Wednesday, April 1, 2009

Canning Chicken 101

It's gross working with raw meat, but it is worth it, as it is soo much better than the canned stuff you get at the store. I have both on hand & while I liked the canned stuff used for chicken salad sandwiches, I detest it for enchiladas or things of the like.

So how do you can chicken? It is super easy...my mom wasn't lying.

Here is a list of the items you will need:

- Pressure Cooker {borrow someone's if you don't have your own}
- Chicken...I canned about 10 - 12 lbs of boneless skinless chicken breasts
- Wide mouth jars -- pints or quarts. I used pints {they are smaller} & it took 16 jars to do 10-12 lbs)
- Salt
- Pepper

On your jars, like I said, I used wide mouth pints, but you could use quarts as well. I used pints since we are still a small family, but next time I think I would use quarts. A pint holds about 1 1/2 chicken breasts. I assume a quart would hold about 3.

First you need to wash your jars in the dishwasher & boil you rings & lids. While your lids & rings are boiling, trim your chicken...getting all the fat off & lay it flat on your cutting board/countertop {and be prepared to disinfect your kitchen afterwards!}. I put my jars in the dishwasher the day before, so they were already clean & waiting.

I trimmed my chicken & jarred it in groups, as I didn't want every countertop covered in chicken. When your chicken in laid out you will season it with salt & pepper...using more salt than pepper. The recipe calls for 1/2 tsp of salt in each jar with only an 1/8 of pepper. But you don't need to be exact. Once you have it seasoned then you just start putting into jars...leaving about 1 inch free at the top...again, this does not need to be exact but you need some breathing room there. Cut some chicken into halves to fill each jar fully.

Screw on your tops & rings.

Fill up the pressure cooker with 1 inch of water {or whatever the directions call for on your specific cooker}. I used my sisters & she has an apparent water line inside hers, so I used that.

Then put the rack in over the water & put your jars in. THEY CANNOT BE TOUCHING EACH OTHER OR THE SIDE OF THE PRESSURE COOKER. If you are doing a double layer, put the other rack on top of the jars & load in another set of jars. I did double layers -- 4 on top & 4 on bottom so that I could get mine done in 2 batches. The top & bottom jars just need to be staggered so that they aren't right on top of each other.

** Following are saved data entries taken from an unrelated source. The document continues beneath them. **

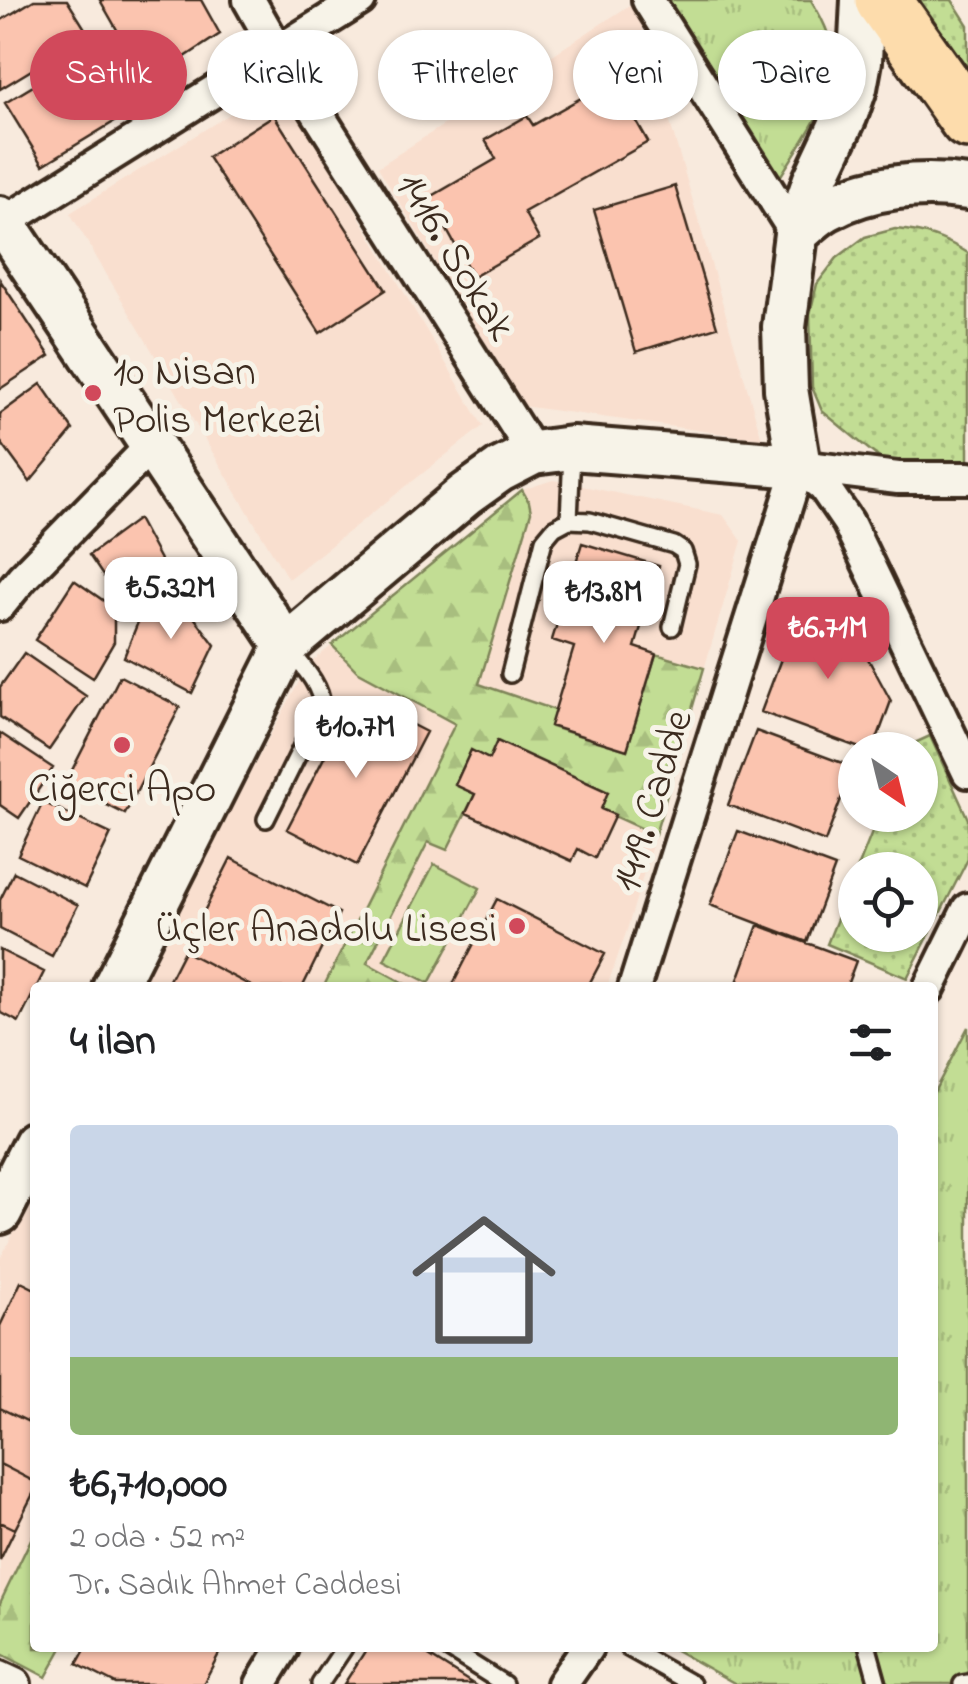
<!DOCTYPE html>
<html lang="tr">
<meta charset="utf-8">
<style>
:root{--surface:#fff;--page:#f2f2f2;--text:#202124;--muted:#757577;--accent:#d1495b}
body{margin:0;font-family:"Indie Flower",sans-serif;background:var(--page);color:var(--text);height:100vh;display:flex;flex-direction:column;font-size:38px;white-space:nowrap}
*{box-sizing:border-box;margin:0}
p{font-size:32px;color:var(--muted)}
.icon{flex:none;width:55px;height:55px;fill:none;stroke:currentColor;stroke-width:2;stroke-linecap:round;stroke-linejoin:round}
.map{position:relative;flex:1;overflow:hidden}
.side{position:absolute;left:30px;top:982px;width:908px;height:670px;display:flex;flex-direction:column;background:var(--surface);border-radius:10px;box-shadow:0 2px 8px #0004}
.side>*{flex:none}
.top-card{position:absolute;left:30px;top:30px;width:910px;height:90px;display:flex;gap:20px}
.needle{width:65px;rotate:145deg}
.fabs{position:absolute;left:838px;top:732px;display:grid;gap:20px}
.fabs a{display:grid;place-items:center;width:100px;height:100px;border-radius:50%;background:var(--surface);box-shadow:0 2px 8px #0004;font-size:50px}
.price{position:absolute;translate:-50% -85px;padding:0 22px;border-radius:20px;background:#fff;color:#222;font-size:32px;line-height:65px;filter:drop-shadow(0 2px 5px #0008)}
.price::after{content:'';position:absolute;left:50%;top:60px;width:30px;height:22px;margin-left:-15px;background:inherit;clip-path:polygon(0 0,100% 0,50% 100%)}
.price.active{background:var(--accent);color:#fff}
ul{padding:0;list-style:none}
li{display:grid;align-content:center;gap:20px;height:530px;padding:0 40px}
li span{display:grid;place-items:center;height:310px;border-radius:10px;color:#555}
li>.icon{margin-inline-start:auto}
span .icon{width:180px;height:180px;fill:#fffc;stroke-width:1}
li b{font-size:42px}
h2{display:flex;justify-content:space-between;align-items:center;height:120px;padding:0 40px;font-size:42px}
.tag{padding:0 35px;border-radius:45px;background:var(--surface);box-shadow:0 2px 8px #0004;font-size:35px;line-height:90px}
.tag.active{background:var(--accent);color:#fff}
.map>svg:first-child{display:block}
</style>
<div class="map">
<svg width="968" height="1684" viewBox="0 0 968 1684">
<defs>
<pattern id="grass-dots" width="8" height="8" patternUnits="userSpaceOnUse" patternTransform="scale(2.5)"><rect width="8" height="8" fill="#c2dd94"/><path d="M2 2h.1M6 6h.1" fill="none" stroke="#a8be7f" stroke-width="1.8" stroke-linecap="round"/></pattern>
<pattern id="forest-firs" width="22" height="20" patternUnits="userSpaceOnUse" patternTransform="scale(2.5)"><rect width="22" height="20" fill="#c2dd94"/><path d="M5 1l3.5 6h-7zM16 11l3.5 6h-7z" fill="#a8be7f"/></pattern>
<pattern id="park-tufts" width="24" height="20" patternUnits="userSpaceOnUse" patternTransform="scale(2.5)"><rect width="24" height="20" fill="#c2dd94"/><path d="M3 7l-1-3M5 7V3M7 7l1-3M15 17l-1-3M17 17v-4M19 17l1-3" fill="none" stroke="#a8be7f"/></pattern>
</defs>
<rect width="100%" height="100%" fill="#f8eadd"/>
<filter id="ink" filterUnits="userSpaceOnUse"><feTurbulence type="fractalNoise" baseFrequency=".01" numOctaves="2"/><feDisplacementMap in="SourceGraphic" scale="20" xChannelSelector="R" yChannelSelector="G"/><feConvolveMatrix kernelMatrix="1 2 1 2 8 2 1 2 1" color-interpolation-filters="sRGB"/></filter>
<g filter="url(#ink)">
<path fill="#f9dfcf" d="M635,2L762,439L522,406L378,167Z
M280,83L483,426L288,579L70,213Z
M553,480L723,515L742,541L627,930L607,987H411L366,963L363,907L323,987L139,988L218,833L308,665L522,490Z
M35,1191V1531L0,1603V1259Z"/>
<path fill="url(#grass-dots)" stroke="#7e8459" stroke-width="2.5" d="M916,0H952L968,25V74Z
M895,229C923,231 944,238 968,253V467L924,468L883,461L822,411L812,387L810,314L817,284L837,258L865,237Z
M930,736L968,819V859L907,978L827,944L855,874V935H920V870H857L879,815H920V750H905L906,747Z"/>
<path fill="url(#forest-firs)" stroke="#7e8459" stroke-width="2.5" d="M522,490L529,502L531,512L479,684L555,710L551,727L627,750L656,654L704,668L655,835L471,751L455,785L475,794L447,850L428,842L367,963L411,987L323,988L455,724L357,671L332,645Z
M35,1531V1648H62L46,1677L0,1653V1603Z"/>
<path fill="url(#park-tufts)" stroke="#7e8459" stroke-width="2.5" d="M664,0H811C824,21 838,51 833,76C826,110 795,152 777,182Z
M968,1027V1684H736L672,1648H932L933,1094Z"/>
<path fill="#c2dd94" stroke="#7e8459" stroke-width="2.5" d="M434,864L480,888L429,983L384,960Z"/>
<path fill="#fbc4af" stroke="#3b2a1e" stroke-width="2.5" d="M34,0H67L89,35L0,89V21Z
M100,0H201L220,34L147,82Z
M98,47L135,109L43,165L5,103Z
M613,80L648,142L524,212L539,239L473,277L429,198L496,159L485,140L527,116L533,125Z
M274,115L386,290L320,333L208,157Z
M675,186L717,327L636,352L594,210Z
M0,280L50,356L0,389Z
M41,384L73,430L30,482L0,441V414Z
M138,519L165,569L120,601L89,555Z
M582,543L659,566L635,647L656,654L627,750L550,726L574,647L552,640Z
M74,580L114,608V642L93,678L35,640Z
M172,588L215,645L192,693L124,657L144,607Z
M802,603L847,620L891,701L873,750H865L761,712Z
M24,653L86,696L49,750L0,717V687Z
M120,676L180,707L125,814L65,784Z
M356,696L426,732L357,865L287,829Z
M756,731L853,767L825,842L728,805Z
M0,733L53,768L19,818L0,805Z
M497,741L608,792L601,809L615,815L595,858L578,849L572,861L466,813L475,794L455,785L471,750L489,759Z
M43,802L111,834L85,888L18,855Z
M738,831L835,867L807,942L710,905Z
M231,858L339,913L302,988H255L184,951Z
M14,872L78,905L52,956L0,929V900Z
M497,899L605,954L587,988H451Z
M758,925L856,961L846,988H735Z
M0,950L44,972L19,1022L0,1012Z
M184,951L255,988H165Z
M21,1282L35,1289V1425L0,1408V1326Z
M0,1408L35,1425V1482L0,1464Z
M0,1464L35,1482V1490L15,1529L0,1522Z
M0,1522L15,1529L0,1560Z
M86,1648H222L203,1684H116L77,1664Z
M367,1648H416L473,1684H344Z"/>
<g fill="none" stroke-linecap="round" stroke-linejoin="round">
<g stroke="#3b2a1e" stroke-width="22">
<path id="lane" d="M569,520L590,521L674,545L683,551L687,564L672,627
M510,674L544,540L554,528L569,520L572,452
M266,819L322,706C320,683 302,666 289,649
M447,1648L504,1684
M628,1648L692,1684
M868,1648L878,1684
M320,1684L344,1648
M962,1684L968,1683"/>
</g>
<g stroke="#3b2a1e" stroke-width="38">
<path id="street" d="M249,0L278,51L533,453
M648,0L796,234
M0,225L360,0
M799,466L824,487L848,522L968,772
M799,466L898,478H968
M0,605L22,578L151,446
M634,988L799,466
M929,988L968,909
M0,1677L15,1684
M261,1684L283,1648
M562,1684L587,1648"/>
</g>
<g stroke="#3b2a1e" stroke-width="50">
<path id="secondary" d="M0,218L286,646L114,988
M796,234C806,225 816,215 827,209C870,186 921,181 968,188
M286,646L465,495L500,470L533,453L572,448L799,466L786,389L784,327L796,234L814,182L846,114L855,88L860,61L863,0
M0,1212L35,1143"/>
</g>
<g stroke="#3b2a1e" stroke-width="62">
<path id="highway" d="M883,0L968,120"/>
</g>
<use href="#lane" stroke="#f7f3e8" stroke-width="15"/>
<use href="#street" stroke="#f7f3e8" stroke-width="30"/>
<use href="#secondary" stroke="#f7f3e8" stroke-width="42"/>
<use href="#highway" stroke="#fddcac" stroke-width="55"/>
</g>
</g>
<g fill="#d1495b" stroke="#f7f3e8" stroke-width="4">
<circle cx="93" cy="393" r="10"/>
<circle cx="122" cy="745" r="10"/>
<circle cx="517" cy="926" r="10"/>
</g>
<g text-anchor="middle" stroke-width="10" stroke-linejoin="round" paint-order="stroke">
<g font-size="42" fill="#3b2a1e" stroke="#f7f3e8">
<text transform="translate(458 255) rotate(58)" y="15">1416. Sokak</text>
<text transform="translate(650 800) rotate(-73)" y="15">1419. Cadde</text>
</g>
<g font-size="42" fill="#3b2a1e" stroke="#f7f3e8" text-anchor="start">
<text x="113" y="384">10 Nisan<tspan x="113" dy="48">Polis Merkezi</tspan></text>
<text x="122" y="801" text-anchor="middle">Ciğerci Apo</text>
<text x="497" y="941" text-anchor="end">Üçler Anadolu Lisesi</text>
</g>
</g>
</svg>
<div class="fabs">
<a><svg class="needle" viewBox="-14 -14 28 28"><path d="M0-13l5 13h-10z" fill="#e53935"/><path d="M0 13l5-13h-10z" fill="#757577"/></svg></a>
<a><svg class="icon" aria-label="locate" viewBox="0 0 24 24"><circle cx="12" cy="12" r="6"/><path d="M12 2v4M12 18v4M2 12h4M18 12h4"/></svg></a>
</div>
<b class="price" style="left:171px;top:642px">₺5.32M</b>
<b class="price" style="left:604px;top:646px">₺13.8M</b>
<b class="price active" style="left:828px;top:682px">₺6.71M</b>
<b class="price" style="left:356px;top:781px">₺10.7M</b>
<div class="top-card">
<a class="tag active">Satılık</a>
<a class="tag">Kiralık</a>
<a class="tag">Filtreler</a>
<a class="tag">Yeni</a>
<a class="tag">Daire</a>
</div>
<section class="side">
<h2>4 ilan<svg class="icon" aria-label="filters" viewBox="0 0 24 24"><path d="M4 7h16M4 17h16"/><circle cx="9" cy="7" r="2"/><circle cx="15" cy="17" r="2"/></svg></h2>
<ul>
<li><span style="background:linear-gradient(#c9d6e8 75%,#8fb573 0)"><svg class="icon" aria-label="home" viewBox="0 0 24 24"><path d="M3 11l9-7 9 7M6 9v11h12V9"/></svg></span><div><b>₺6,710,000</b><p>2 oda · 52 m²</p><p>Dr. Sadık Ahmet Caddesi</p></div></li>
</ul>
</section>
</div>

Bring the water to a boil.

Seal the lid on the pressure cooker.

Bring the cooker up to 15 lbs of pressure & maintain that.

Once the cooker is to 15 lbs of pressure you start timing for 75 minutes.

After 75 minutes, remove from heat & follow your cooker's instructions for relieving the pressure. On my sister's I had to just let it sit for about 20 minutes. DO NOT OPEN THE COOKER WHEN IT IS UNDER PRESSURE.

Once the pressure is to zero you are safe to open it & admire your handy work. Remove your jars & check the seal {the tops will not pop if they sealed}.

Questions? Let me know & I'll help you. It really is so easy once you've done it! Look I've only done it once & here I am giving the instructions as if I'm a pro!! haha.

Good luck!

3 comments:

The Malone's said...

I did this a couple of weeks ago and loved it and I'm ready to do it again because it was so easy. Where did you get your chicken from?

Us said...

Serious props to you Amy. Nice work.
-Kristy

Shawn and Krystal said...

Thanks for the "How To"! Those pressure cookers make me a little nervous but I'm going to give it a try!